There is also a latency impact. Longer contexts take longer to process. The model's attention mechanism scales quadratically with context length in traditional transformer architectures, though providers are implementing optimizations to reduce this.

This creates a practical tradeoff: you could dump everything into a 1-million-token context window, but it is often cheaper, faster, and more effective to use RAG to select the relevant 5,000 tokens.

Context windows have grown exponentially. GPT-3 had 4,096 tokens. GPT-4 Turbo jumped to 128,000. Gemini reached 1 million. Providers are clearly pushing toward longer contexts.

This trend is driven by demand.

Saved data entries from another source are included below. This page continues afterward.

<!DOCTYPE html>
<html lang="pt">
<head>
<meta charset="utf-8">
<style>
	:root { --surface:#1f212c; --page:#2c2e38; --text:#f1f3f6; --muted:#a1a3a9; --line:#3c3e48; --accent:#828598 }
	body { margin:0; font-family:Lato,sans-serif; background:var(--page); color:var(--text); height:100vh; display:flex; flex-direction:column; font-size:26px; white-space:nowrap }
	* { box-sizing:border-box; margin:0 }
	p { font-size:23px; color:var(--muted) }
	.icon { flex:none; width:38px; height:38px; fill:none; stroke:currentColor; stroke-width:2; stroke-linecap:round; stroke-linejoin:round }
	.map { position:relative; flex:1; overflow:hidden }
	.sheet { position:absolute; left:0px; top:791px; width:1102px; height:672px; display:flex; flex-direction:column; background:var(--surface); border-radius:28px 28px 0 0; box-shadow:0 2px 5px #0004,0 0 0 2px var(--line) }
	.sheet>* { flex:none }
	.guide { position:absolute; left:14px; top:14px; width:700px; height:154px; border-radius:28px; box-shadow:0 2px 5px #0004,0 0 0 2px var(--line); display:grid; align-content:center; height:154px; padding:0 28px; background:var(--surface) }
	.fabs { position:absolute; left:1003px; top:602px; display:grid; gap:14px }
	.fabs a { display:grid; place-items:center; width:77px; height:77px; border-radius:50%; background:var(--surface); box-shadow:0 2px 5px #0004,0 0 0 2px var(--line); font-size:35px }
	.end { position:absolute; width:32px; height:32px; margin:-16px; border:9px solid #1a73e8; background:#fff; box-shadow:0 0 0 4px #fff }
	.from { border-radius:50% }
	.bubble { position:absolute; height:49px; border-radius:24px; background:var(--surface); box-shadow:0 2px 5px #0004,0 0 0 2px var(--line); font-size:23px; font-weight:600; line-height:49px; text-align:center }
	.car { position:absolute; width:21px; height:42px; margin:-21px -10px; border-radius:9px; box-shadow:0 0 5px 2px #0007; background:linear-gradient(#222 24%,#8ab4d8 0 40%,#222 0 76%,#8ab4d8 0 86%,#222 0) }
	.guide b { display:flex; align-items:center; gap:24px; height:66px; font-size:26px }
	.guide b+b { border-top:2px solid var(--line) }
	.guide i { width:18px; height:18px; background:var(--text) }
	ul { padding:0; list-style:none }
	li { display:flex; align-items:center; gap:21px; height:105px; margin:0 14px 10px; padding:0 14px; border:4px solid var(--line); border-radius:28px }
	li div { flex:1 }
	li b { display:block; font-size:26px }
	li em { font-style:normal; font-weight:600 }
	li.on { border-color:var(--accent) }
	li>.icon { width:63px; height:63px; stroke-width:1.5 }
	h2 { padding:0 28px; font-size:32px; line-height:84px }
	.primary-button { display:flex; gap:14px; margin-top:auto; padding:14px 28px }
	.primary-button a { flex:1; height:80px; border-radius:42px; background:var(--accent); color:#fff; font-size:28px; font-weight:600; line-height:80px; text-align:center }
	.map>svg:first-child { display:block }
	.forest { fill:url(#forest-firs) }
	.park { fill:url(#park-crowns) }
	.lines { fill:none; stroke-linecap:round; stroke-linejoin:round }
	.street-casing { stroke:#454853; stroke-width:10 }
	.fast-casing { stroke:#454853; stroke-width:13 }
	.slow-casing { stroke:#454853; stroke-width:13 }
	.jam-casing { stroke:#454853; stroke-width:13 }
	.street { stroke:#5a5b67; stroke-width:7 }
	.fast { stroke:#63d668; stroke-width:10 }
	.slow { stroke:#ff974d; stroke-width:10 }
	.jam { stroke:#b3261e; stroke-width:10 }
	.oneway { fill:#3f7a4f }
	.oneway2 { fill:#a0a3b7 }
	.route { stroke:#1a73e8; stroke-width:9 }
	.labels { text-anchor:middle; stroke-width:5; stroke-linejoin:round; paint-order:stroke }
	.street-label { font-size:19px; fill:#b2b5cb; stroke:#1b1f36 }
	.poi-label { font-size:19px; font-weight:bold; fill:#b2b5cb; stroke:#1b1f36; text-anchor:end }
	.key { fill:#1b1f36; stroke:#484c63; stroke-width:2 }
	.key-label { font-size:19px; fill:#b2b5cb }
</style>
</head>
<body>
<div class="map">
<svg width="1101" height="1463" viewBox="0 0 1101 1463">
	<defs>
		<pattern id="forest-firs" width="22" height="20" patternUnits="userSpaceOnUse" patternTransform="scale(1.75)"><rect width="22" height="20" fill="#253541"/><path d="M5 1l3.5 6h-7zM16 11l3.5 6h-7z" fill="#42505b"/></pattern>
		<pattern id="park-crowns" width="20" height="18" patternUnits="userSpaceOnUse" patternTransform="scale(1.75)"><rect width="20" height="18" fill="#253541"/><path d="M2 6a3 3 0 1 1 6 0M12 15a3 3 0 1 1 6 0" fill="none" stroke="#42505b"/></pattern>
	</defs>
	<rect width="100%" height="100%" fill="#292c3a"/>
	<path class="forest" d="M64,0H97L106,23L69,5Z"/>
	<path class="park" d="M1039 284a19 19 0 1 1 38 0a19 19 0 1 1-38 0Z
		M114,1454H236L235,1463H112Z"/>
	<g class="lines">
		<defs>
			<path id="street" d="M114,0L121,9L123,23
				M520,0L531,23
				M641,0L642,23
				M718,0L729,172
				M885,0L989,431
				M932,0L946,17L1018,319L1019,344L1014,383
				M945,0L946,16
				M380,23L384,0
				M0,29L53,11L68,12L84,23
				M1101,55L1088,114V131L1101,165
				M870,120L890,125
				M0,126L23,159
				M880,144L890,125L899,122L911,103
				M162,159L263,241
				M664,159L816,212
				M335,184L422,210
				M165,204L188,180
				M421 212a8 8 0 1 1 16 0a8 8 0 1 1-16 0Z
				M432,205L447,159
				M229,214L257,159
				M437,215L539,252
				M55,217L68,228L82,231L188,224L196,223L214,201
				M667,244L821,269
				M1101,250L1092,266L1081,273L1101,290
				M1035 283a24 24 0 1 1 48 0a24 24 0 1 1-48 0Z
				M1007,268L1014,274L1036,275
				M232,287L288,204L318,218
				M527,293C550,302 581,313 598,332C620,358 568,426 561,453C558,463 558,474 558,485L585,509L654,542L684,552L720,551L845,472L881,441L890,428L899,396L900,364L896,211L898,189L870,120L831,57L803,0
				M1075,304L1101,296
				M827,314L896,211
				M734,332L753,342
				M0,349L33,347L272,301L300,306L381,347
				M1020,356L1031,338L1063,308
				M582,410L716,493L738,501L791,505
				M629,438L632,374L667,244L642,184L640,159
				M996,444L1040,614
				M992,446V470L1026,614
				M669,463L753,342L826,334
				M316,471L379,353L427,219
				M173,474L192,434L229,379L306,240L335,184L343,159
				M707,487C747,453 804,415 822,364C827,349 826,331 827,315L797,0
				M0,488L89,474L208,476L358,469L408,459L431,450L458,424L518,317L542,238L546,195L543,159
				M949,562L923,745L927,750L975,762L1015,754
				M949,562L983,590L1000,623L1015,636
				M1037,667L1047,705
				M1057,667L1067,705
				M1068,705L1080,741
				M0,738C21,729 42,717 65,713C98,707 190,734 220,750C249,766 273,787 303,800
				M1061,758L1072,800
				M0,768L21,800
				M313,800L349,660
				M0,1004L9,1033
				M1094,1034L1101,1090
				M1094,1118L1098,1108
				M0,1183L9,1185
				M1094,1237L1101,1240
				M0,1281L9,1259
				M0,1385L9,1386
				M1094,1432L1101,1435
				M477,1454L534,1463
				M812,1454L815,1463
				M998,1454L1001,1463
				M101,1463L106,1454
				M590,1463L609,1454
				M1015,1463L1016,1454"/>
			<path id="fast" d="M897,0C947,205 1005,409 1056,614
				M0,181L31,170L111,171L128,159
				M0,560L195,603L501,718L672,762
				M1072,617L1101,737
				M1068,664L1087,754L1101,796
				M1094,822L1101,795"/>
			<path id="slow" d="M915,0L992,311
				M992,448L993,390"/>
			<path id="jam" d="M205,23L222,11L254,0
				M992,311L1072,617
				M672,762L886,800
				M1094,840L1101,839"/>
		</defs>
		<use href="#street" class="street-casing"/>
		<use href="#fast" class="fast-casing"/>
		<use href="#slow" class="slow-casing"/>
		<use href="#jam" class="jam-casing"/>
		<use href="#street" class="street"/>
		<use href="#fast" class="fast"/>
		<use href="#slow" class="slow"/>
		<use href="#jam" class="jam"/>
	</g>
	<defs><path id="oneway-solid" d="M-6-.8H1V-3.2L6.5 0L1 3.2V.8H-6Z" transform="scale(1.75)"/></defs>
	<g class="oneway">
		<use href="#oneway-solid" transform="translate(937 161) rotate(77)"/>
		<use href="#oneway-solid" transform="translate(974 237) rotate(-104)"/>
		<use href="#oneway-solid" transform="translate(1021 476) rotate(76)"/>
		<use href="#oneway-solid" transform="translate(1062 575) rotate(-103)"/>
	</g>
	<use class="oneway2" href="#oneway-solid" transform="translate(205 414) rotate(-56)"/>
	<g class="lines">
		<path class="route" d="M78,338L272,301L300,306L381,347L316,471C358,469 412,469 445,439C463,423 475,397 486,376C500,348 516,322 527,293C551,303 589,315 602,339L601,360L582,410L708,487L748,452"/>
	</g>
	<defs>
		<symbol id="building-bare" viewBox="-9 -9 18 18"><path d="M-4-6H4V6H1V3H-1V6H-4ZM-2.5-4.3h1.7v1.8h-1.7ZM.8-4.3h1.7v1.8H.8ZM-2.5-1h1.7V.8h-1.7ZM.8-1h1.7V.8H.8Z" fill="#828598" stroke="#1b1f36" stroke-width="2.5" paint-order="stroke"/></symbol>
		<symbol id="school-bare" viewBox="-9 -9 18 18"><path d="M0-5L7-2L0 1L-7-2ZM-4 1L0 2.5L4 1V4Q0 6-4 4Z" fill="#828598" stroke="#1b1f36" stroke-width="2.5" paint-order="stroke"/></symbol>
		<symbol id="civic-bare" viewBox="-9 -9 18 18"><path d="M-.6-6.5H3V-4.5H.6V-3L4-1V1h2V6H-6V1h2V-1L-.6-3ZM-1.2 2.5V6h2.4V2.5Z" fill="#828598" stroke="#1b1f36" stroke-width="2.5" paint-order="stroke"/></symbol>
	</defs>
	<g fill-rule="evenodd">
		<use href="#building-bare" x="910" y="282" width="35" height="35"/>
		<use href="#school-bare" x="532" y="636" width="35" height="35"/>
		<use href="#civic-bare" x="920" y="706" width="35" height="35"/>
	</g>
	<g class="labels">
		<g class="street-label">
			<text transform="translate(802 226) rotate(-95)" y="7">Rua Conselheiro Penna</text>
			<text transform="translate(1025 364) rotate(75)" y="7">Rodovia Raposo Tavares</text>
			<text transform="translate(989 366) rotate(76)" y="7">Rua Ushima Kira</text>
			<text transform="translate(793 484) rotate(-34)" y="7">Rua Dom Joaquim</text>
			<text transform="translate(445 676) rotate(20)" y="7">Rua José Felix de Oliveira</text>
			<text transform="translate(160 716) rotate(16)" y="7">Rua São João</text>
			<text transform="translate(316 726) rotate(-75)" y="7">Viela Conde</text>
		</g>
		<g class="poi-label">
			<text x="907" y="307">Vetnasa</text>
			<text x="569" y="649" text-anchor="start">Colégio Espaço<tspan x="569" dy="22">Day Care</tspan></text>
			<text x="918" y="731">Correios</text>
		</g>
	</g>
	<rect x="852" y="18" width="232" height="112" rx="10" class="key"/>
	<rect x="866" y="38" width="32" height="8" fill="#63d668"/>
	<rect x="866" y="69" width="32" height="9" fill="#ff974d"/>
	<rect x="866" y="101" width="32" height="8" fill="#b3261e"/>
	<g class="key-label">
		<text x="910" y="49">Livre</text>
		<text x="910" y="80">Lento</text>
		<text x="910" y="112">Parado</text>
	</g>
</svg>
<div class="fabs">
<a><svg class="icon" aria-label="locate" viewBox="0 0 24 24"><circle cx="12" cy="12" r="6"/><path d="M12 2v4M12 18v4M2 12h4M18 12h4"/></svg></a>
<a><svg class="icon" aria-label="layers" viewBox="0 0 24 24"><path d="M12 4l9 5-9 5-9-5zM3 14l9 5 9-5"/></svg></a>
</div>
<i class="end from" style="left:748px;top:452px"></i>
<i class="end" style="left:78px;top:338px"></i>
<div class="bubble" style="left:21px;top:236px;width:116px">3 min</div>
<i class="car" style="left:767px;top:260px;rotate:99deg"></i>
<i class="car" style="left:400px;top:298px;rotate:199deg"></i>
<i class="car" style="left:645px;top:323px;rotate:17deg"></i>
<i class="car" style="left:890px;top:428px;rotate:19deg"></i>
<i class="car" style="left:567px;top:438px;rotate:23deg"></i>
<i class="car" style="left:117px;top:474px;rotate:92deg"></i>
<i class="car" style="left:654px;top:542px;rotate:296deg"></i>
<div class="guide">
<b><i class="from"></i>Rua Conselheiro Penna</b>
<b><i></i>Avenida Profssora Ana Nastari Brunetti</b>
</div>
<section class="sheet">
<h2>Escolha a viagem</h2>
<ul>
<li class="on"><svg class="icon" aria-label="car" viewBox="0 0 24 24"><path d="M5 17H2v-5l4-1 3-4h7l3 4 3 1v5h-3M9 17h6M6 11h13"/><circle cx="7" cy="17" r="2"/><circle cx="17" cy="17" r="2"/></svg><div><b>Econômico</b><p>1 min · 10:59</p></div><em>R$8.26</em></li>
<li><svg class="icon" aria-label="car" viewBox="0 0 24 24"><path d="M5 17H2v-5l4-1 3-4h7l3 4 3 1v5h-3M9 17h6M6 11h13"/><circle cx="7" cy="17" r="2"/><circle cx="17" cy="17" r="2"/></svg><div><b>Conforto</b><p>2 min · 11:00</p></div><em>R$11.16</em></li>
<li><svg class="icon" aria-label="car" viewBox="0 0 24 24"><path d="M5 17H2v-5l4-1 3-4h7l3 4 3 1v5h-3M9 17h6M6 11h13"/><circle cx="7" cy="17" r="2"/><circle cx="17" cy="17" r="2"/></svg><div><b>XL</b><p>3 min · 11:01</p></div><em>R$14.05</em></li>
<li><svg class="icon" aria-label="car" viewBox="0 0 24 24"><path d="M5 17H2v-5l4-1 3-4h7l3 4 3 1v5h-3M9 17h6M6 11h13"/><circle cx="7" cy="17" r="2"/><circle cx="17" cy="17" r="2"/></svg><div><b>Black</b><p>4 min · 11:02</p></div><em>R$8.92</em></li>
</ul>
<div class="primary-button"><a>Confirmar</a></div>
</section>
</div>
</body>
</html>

Developers want to analyze entire codebases, process complete legal documents, and maintain long conversation histories. Longer contexts make these use cases possible without complex chunking strategies.

However, longer context windows do not eliminate the need for RAG and other context management techniques. Even with a million-token window, you still face cost, latency, and attention quality tradeoffs. The most effective approach often combines a generous context window with smart retrieval to get the right information in front of the model.

Understanding context windows is fundamental to building effective AI applications. It affects your architecture, your costs, your user experience, and the quality of your model's responses.